Standby Portal Webgisdr issues

5870
21
Jump to solution
02-09-2018 07:11 AM
SamJehle1
New Contributor III

Hello,

I'm currently testing the webgisdr utility and replicating a primary portal environment to a standby portal environment for disaster recovery. Each environment uses the same URL and references separate virtual IP addresses. My portal setup has a federated ArcGIS Server instance and a separate ArcGIS Server as the host server. I'm coming across two issues in the standby portal instance:

  1. The tool fails on the ArcGIS Data Store saying it is unable to find the data store in the standby environment since the names are different. Does the standby data store environment need to have the same database name?
  2. Besides the data store, everything seems to restore just fine. But, after futher investigation I noticed both the ArcGIS Server instances have had their directories changed to the same location as the primary environment. The site configuration file location for the standby sites are still the same. Is this normal behavior? I'm worried this will cause issues down the road when I'm importing the full site to the standby environment. I don't want to overwrite services that are in primary environment.
21 Replies
JonathanQuinn
Esri Notable Contributor

There's a bug that's resolved at 10.6 regarding restoring Data Store when the backup location is set to a UNC path:

BUG-000109900 ArcGIS Data Store backups fail to restore if the backup location is set to an NFS or UNC share

Can you set the backup location to a local drive for all data store types and try again?

0 Kudos
SamJehle1
New Contributor III

After reconfiguring the data store in the primary environment and standby environment, the data store import was sucessful! Thank for you for the bug information Jonathan. Once I get the environments configured with the mapped drives my setup will hopefully be good to go!

0 Kudos
SamJehle1
New Contributor III

After mapping the drive and reconfiguring the the data stores, the web dr tool is working. Thank you for all your help Jonathan!

0 Kudos
MichaelSchoelen
Occasional Contributor III

Jonathan Quinn‌, it looks like we are having the same error message:

  • Running ArcGIS Enterprise 10.5.1
  • High Availability
  • Drives are perpetually mounted (it is a, NTFS fileshare, but the is accessed via the "H:\" drive)
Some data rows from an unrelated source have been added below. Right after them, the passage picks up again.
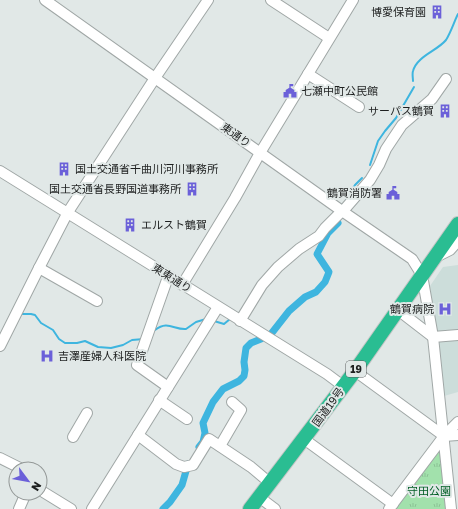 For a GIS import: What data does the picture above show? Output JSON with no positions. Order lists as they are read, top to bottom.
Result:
{
  "streets": {
    "highway": ["19", "国道19号"],
    "street": ["東通り", "東東通り"]
  },
  "crossings": [
    ["東通り", "国道19号"],
    ["東東通り", "国道19号"]
  ],
  "parks": ["守田公園"],
  "places": {
    "building": [
      "博愛保育園",
      "サーパス鶴賀",
      "国土交通省千曲川河川事務所",
      "国土交通省長野国道事務所",
      "エルスト鶴賀"
    ],
    "public building": ["七瀬中町公民館", "鶴賀消防署"],
    "hospital": ["鶴賀病院", "吉澤産婦人科医院"]
  },
  "north": "bottom right"
} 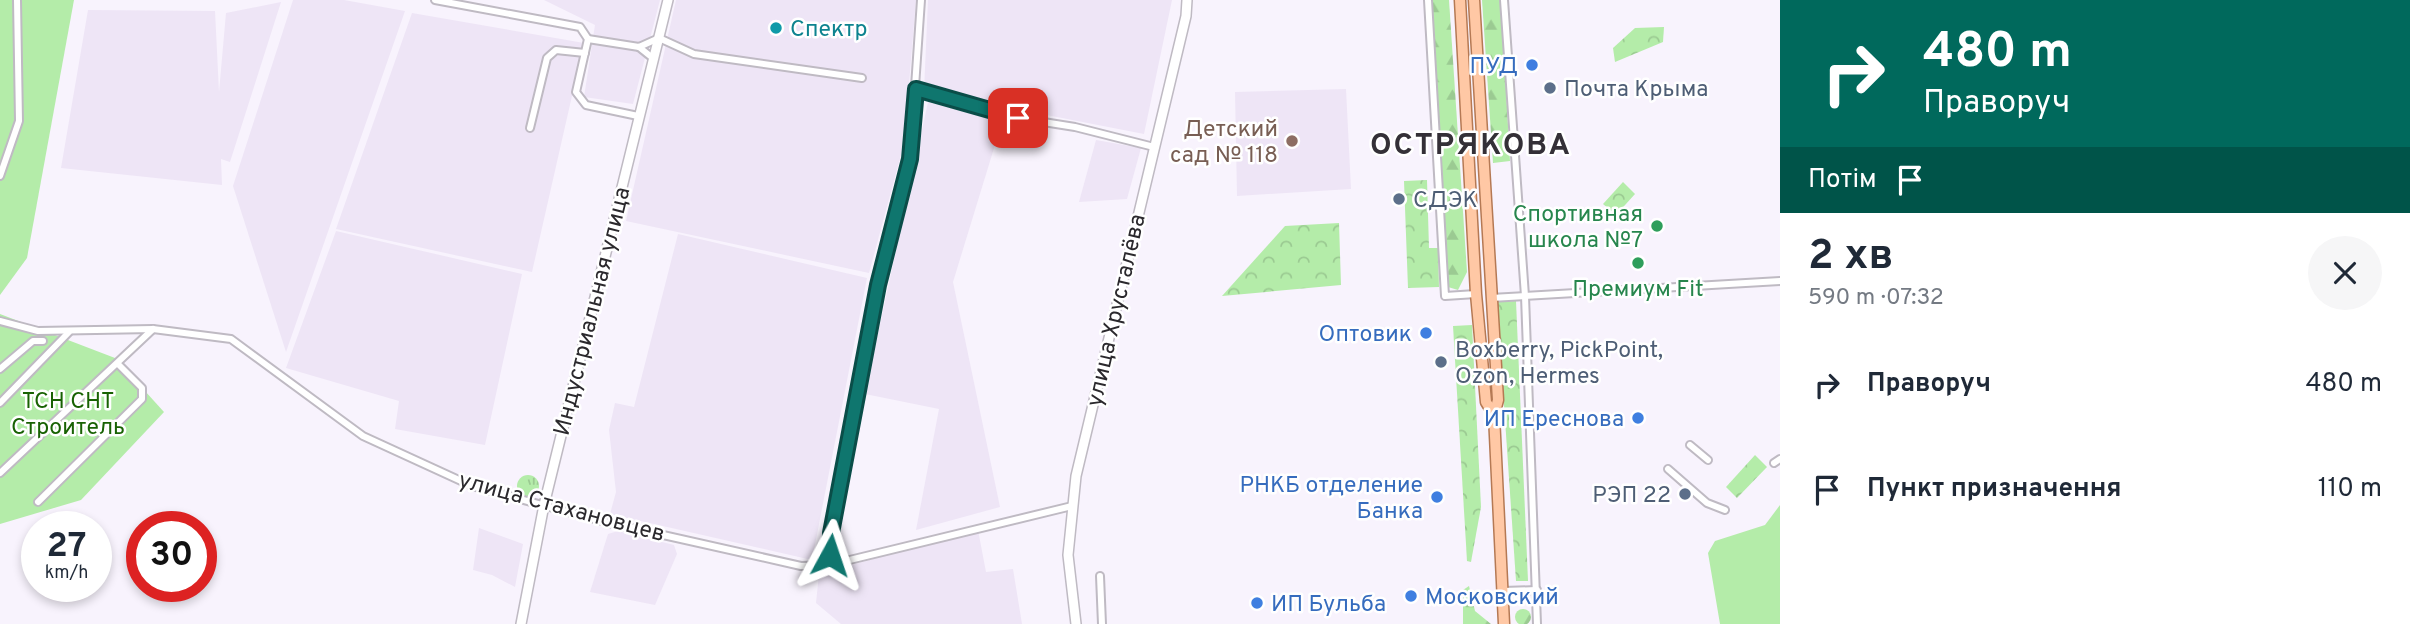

If this is something fixed at 10.6, is there a workaround I can use at 10.5.1? Maybe a datastore command-line tool?

==========================================
Starting the webgisdr utility.
==========================================

The configuration and base backup time in the current Web GIS
-------------------------------------------------------------
Portal: https://portal.maps.website.com/portal
|
|-- Hosting Server: https://portal.maps.website.com/server
| |
| |-- Relational Data Store: https://mainserver01.machinename.website.com:2443
/arcgis

Unzipping the backup file:
\\domain\shared\ArcGIS\ContentStores\Production\WebGISDR\September-14-2018-12
-32-48-PM-EDT-FULL.webgissite

The backup file has been unzipped in 00hr:03min:59sec.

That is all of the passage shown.